Building a diverse talent pipeline and closing the green skills gap

From renewable energy to electric transport to inventing environmentally friendly products, the opportunities in the green sector are endless. However, if we truly want to tackle climate change then it’s vital that the next generation are inspired to enter the green workforce and develop the necessary skills to succeed.

But how can you turn your passion for the environment into a future career? And what pathways are available to young people who want to pursue a career in the green sector? We discussed both these questions in our recent  green career Youth #STEMSeries event on Friday 26 November.

We heard from inspiring speakers across the green sector – from consultants recruiting into the green industry, candidates using their STEM skills to lead the UK's low carbon transition to social entrepreneurs and Corporate Social Responsibility professionals helping to mobilise businesses to make the change the world needs to see.


Joanna Constandis, Environmental and Sustainability Manager at Michael J Lonsdale

Bianca Cave, Senior Consultant - Sustainable Finance at EY 

Rebekah Walker, Scrum Master at Scottish Power  

Poppy Newley-Bayliss, Environmental Science student at University of Nottingham and team leader of Ecologeco  


Sarah Watkins, Customer Success Business Partner at SThree

Intro by Chris Parker, Partner at SThree

Encouraging students to save the planet by choosing a career in the green sector

We organised virtual work experience for more than forty young people across England aimed at inspiring them to turn their passion for the environment into a career.

Students from 37 schools and colleges attended the interactive green careers insight day where they heard from a panel of expert speakers who work in the green industry – including ScottishPower, Moray East Wind Farm and Bouygues Energies & Services.

The event, in partnership with charity Speakers for Schools, showed students the endless opportunities in the green sector, how they can pursue a green career and opened their eyes to what pathways are available to them.

The students, aged 16 to 19, also got involved in a range of research activities and presentations, and were awarded a certificate of completion.

Gemma Branney, Head of ESG for SThree said: “With the UK Government promising 250,000 more green jobs in the coming years, it’s vital we are doing our bit to help build a diverse talent pipeline and make sure we close the green skills gap.

“SThree has worked to bring skilled people together to develop the solutions that will help solve climate change. However, with governments setting net zero targets we know the green transition needs the next generation to develop green skills and enter the job market ready to make a difference. This is the only way we can truly tackle climate change.

“We’re committed to building a green future, but also an inclusive workforce.
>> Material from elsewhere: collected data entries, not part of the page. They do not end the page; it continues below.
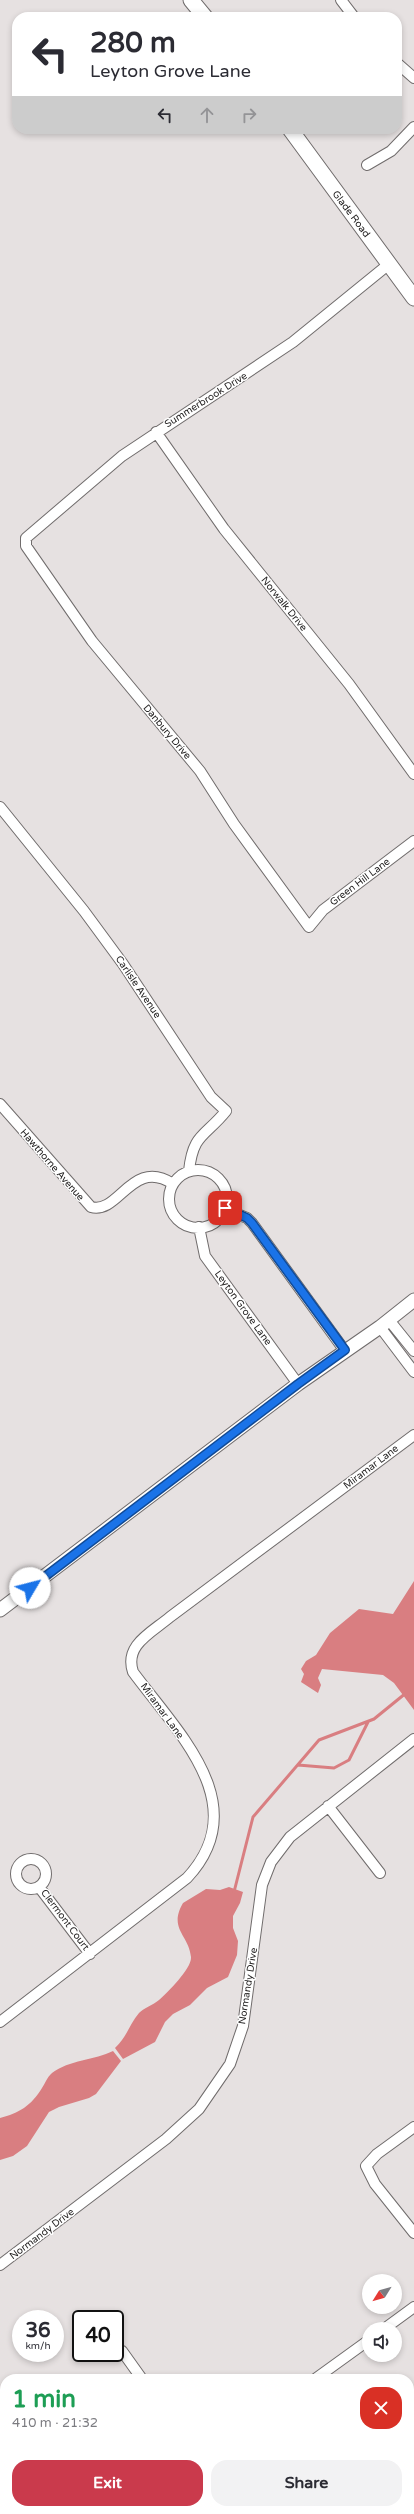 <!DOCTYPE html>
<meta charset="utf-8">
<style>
body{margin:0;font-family:"Varela Round",sans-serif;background:#f2f2f3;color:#2b2b33;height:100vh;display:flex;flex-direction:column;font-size:15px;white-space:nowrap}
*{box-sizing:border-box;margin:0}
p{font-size:13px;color:#7c7c81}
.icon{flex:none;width:22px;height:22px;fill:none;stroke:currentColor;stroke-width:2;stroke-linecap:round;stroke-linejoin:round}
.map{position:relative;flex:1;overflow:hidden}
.details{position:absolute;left:0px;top:2374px;width:414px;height:140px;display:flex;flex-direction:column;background:#fff;border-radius:16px 16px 0 0;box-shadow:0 2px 6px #0003}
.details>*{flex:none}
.hud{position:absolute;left:12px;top:12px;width:390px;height:122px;border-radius:16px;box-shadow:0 2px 6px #0003;background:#fff;color:#2b2b33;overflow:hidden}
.needle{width:26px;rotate:233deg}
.controls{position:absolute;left:362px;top:2274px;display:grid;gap:8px}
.controls a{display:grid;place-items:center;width:40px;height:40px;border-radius:50%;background:#fff;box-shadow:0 2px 6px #0003;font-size:20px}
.speed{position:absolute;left:12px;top:2310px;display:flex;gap:8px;font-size:20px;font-weight:700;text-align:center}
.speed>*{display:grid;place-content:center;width:52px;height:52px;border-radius:50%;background:#fff;box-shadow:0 2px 6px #0003;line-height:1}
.speed small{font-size:10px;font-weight:400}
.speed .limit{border:2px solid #111;border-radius:6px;background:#fff;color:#111}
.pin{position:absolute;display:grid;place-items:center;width:34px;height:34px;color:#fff;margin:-17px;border-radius:8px;box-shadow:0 2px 6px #0006}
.me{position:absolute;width:44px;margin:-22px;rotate:53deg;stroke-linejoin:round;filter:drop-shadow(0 0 3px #0008)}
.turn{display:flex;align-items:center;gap:14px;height:84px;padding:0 12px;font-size:18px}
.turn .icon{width:52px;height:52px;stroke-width:2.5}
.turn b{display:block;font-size:28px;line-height:34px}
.lanes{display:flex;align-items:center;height:38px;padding:0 12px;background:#0003;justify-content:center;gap:20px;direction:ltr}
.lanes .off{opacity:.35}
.round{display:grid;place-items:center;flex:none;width:42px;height:42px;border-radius:16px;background:#f2f2f3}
.headline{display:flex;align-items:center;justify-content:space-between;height:68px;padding:0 12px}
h1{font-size:24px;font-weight:800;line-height:30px;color:#1e9e55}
.primary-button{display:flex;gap:8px;margin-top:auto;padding:8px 12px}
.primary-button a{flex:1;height:46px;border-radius:16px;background:#ca3a4c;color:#fff;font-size:16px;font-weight:800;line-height:46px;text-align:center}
.primary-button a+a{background:#f2f2f3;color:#2b2b33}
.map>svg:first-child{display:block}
</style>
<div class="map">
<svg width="414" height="2514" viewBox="0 0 414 2514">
<rect width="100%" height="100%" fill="#e6e1e1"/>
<path fill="#d97e81" d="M414 1581V1710L394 1683 383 1675 322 1669 318 1678 321 1685 318 1693 301 1682 304 1674 301 1669 306 1661 316 1655 330 1633 359 1609 393 1614Z
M229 1887 243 1892 240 1903 233 1916V1928L238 1941 237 1955 228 1977 207 1988 190 2005 173 2014 165 2022 155 2042 123 2059 115 2048C127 2037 129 2025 139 2013 144 2008 153 2005 159 2000 168 1992 192 1968 191 1957 189 1935 168 1929 183 1903L206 1889 220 1890Z
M113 2051 121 2061 96 2094 89 2098 59 2107 49 2112 27 2146 13 2156 0 2160V2118C19 2113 31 2106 42 2088 45 2084 47 2077 52 2073 69 2060 95 2060 113 2051Z"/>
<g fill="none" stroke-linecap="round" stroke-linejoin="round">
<path stroke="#d97e81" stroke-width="3" d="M298 1765 334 1768 349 1760 368 1722
M234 1892 253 1817 319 1740 374 1719 406 1693"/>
<defs>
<path id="minor" d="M341 0 354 17
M397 63 414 78
M367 165 391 151 414 127
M389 264 293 342 122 456 26 538V546L92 641 200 771 234 824 309 927 323 910 414 841
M156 432 224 529 349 684 414 774
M0 807 84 911 123 964 211 1097 226 1111C205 1137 193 1133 189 1171
M0 1104 91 1207C119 1215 132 1157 173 1184
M169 1199a29 29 0 1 1 58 0a29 29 0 1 1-58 0Z
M225 1209 247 1218 252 1223 345 1351
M199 1227 205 1256 298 1384
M389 1320 414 1351
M380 1327 414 1372
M328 1806 380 1873
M16 1874a15 15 0 1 1 30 0a15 15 0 1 1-30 0Z
M39 1887 90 1954
M0 2022 187 1878C255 1805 178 1733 133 1672 124 1645 151 1633 170 1617L414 1435
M414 2127 377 2154 366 2166 375 2184 414 2233
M0 2265 166 2139 199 2109 230 2064 243 2026 262 1885 271 1862 290 1837 414 1739
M384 2329 414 2307
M122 2351 142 2379
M315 2379 369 2340
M0 2444 5 2450
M0 2497 5 2493
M49 2509 53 2514
M134 2514 141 2509"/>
<path id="tertiary" d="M0 1610 298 1384 380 1327 414 1300"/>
<path id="secondary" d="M191 0 205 17
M290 129 414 298"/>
</defs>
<use href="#minor" stroke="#706c6c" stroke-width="12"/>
<use href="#tertiary" stroke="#706c6c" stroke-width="15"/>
<use href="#secondary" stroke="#706c6c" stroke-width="17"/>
<use href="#minor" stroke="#fff" stroke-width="10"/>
<use href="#tertiary" stroke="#fff" stroke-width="13"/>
<use href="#secondary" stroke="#fff" stroke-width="15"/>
</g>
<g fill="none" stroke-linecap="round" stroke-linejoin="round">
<defs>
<path id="route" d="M30 1588 298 1384 345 1350 252 1223 247 1218 225 1208"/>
</defs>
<use href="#route" stroke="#114b97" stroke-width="10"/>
<use href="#route" stroke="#1a73e8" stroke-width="7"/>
</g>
<g text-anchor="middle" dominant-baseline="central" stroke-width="3" stroke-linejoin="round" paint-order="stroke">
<g font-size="10" fill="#252323" stroke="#fff">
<text transform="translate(351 214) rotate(53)">Glade Road</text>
<text transform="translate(206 400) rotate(-32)">Summerbrook Drive</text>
<text transform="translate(284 604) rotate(51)">Norwalk Drive</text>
<text transform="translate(167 732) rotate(50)">Danbury Drive</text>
<text transform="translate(360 882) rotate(-37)">Green Hill Lane</text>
<text transform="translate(138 987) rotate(56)">Carlisle Avenue</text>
<text transform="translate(52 1165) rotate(49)">Hawthorne Avenue</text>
<text transform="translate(243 1308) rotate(54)">Leyton Grove Lane</text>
<text transform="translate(371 1467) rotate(-37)">Miramar Lane</text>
<text transform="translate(162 1711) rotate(54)">Miramar Lane</text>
<text transform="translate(65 1920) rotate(53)">Clermont Court</text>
<text transform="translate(248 1986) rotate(-81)">Normandy Drive</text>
<text transform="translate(42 2234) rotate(-37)">Normandy Drive</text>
</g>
</g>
</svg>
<div class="controls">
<a><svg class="needle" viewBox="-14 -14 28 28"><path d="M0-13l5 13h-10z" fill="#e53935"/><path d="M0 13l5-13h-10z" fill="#7c7c81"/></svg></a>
<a><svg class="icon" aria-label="sound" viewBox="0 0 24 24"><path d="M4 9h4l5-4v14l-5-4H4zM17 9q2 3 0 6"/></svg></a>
</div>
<div class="speed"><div>36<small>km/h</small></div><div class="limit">40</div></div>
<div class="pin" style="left:225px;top:1208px;background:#d93025"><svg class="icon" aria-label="arrive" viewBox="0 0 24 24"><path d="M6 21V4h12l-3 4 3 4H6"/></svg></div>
<svg class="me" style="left:30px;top:1588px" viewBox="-20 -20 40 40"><circle r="19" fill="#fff"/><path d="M0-13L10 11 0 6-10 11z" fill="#1a73e8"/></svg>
<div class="hud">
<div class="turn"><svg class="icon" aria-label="left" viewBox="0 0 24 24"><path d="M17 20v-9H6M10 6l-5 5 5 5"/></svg><div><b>280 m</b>Leyton Grove Lane</div></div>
<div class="lanes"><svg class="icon" aria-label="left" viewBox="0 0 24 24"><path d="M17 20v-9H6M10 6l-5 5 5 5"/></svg><svg class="icon off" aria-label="ahead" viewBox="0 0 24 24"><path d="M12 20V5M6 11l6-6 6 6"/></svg><svg class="icon off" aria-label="right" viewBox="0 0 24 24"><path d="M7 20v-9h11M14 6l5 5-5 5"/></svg></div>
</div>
<section class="details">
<div class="headline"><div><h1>1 min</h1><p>410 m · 21:32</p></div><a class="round" style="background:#d93025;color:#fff"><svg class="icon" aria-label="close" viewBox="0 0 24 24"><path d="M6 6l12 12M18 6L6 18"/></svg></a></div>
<div class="primary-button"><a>Exit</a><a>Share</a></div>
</section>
</div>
We want to inspire more young women to enter the green sector - that's why we were pleased that nearly three-quarters of the students that took part in this event were female.”

In total, 89% of those who took part said the experience had definitely inspired them to consider a green career.
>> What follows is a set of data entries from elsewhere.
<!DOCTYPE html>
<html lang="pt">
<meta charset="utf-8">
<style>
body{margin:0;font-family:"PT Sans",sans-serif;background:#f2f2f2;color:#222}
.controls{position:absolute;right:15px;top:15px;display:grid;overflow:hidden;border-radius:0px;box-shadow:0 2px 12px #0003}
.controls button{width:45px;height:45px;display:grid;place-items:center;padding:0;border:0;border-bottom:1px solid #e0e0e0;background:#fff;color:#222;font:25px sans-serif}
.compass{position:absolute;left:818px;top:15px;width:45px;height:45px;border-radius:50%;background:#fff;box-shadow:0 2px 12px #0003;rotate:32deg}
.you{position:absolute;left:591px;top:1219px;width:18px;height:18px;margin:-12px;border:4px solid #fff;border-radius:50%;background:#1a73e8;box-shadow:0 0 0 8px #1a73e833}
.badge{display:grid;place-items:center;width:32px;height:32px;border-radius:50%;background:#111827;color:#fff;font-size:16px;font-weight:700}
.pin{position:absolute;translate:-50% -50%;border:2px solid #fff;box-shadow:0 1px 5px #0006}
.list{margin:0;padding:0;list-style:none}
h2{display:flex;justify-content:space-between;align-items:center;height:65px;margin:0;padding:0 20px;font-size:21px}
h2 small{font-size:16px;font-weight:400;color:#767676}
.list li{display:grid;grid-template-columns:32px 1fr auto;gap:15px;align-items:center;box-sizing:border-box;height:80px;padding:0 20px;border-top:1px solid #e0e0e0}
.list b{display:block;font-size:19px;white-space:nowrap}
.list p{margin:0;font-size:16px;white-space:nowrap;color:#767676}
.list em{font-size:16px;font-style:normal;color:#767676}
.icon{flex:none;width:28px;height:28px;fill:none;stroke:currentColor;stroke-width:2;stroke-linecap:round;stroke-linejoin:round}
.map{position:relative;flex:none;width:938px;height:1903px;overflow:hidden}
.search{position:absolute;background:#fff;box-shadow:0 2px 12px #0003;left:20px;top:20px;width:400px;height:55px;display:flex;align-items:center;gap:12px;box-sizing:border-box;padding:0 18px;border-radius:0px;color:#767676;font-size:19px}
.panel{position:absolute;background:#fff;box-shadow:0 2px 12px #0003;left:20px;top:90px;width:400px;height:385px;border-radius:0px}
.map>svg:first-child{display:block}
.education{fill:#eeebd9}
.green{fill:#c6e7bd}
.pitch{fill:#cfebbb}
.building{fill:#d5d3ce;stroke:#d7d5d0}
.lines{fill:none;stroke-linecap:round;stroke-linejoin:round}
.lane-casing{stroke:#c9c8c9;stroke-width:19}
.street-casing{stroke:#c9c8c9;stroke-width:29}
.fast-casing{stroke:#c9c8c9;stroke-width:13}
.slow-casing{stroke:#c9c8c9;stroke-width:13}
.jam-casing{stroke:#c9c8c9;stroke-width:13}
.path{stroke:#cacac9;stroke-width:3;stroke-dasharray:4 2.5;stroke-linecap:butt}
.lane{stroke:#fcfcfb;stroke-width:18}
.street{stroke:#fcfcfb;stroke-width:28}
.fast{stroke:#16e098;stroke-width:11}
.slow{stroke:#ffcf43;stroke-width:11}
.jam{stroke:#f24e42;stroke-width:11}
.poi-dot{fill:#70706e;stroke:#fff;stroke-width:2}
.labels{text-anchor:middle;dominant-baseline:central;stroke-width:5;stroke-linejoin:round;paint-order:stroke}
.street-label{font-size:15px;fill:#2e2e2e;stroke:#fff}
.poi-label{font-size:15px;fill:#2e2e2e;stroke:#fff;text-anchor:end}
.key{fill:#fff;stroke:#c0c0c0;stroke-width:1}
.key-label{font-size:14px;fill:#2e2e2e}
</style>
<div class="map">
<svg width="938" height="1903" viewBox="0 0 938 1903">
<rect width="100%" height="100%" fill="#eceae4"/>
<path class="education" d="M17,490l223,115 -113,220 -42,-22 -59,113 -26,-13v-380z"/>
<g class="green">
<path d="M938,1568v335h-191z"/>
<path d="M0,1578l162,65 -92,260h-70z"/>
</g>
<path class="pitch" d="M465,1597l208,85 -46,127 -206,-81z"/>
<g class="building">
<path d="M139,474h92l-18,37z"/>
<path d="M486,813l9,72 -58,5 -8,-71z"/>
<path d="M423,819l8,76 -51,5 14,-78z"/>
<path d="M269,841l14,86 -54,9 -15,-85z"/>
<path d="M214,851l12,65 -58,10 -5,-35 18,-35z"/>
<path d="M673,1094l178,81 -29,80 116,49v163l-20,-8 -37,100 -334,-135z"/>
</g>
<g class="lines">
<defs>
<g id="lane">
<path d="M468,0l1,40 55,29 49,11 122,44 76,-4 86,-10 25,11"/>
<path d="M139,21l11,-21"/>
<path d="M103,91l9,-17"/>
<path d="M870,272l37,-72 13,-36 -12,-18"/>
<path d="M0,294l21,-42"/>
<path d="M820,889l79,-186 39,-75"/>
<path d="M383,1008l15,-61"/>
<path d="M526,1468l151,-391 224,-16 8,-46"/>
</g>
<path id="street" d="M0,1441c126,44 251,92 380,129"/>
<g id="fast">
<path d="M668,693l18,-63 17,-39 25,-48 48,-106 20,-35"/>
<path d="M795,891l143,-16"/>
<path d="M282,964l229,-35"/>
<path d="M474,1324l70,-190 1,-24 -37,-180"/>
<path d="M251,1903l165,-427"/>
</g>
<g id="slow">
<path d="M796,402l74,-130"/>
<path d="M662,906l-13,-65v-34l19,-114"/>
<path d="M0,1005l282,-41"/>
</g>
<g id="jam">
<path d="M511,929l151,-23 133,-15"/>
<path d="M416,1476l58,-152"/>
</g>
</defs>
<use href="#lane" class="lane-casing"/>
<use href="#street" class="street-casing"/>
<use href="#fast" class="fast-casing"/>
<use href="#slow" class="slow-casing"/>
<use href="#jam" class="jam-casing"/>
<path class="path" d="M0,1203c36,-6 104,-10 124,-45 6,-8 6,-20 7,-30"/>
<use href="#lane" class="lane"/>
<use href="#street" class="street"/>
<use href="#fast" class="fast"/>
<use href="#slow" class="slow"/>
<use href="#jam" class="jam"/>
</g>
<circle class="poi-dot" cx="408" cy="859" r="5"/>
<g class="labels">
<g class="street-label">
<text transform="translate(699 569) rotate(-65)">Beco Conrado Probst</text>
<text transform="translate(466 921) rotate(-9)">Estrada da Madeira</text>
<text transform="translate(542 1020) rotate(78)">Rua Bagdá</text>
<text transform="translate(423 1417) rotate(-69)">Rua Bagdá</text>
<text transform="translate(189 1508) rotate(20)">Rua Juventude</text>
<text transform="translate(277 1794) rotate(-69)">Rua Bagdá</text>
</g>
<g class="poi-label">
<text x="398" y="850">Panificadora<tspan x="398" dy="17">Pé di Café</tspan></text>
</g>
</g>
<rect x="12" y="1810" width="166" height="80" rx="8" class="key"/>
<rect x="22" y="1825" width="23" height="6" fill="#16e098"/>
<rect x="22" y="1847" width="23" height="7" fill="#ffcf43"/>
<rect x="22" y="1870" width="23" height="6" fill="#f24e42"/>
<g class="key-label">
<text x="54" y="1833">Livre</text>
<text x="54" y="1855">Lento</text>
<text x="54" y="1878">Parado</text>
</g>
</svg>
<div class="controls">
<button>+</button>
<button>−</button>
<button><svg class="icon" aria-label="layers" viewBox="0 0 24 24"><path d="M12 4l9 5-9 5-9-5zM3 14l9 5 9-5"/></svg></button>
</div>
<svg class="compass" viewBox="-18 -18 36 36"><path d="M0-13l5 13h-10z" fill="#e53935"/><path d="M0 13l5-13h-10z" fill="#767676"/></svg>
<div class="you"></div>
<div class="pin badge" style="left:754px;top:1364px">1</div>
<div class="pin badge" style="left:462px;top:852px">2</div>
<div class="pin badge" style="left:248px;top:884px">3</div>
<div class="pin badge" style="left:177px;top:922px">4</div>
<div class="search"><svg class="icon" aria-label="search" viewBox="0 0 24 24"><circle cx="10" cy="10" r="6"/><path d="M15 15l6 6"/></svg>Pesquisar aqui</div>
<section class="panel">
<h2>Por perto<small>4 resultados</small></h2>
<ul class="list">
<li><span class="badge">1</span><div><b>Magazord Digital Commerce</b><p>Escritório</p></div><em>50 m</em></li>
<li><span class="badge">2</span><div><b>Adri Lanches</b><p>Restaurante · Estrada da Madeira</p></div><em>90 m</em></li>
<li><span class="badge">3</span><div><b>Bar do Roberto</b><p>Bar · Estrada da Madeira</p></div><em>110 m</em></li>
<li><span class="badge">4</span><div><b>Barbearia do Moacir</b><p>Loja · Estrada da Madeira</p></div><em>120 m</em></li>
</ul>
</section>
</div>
Melanie Hill, ScottishPower’s Director for Social Projects and Sector Education, said: “It’s really exciting to showcase the career opportunities available to young people that will help tackle climate change and achieve Net Zero.  

“ScottishPower is the UK’s only fully integrated green energy company, which means we own, operate and invest in all the infrastructure that takes green energy, quite literally, from the wind turbine to your TV. This means we need lots of different people working in lots of different roles and our colleagues who took part in this event are terrific examples of the variety of green jobs that are out there.

“I’ve no doubt they provided a lot of insight and inspiration for the students, who will be our workforce for a cleaner, greener and better future.”

Bonahis Oko, Sustainability, Carbon and Environmental Lead at Bouygues Energies & Services, was one of the speakers at the event. She said: “We are witnessing an ever-increasing demand for sustainable practices within industries, from consumers, green pressure groups, legislators, governments and the international community. These demands increasingly result in more stringent regulations, to which more industries must adapt. Furthermore, people are looking to engage with companies, that are good stewards of nature and investors are becoming increasingly hesitant to invest in organisations that are not ethical. If companies don’t also act, they are failing to future proof and risk businesses obsolescence.

“To address the challenge that is climate change we need to close the green skills gap by encouraging the next generation into green careers.”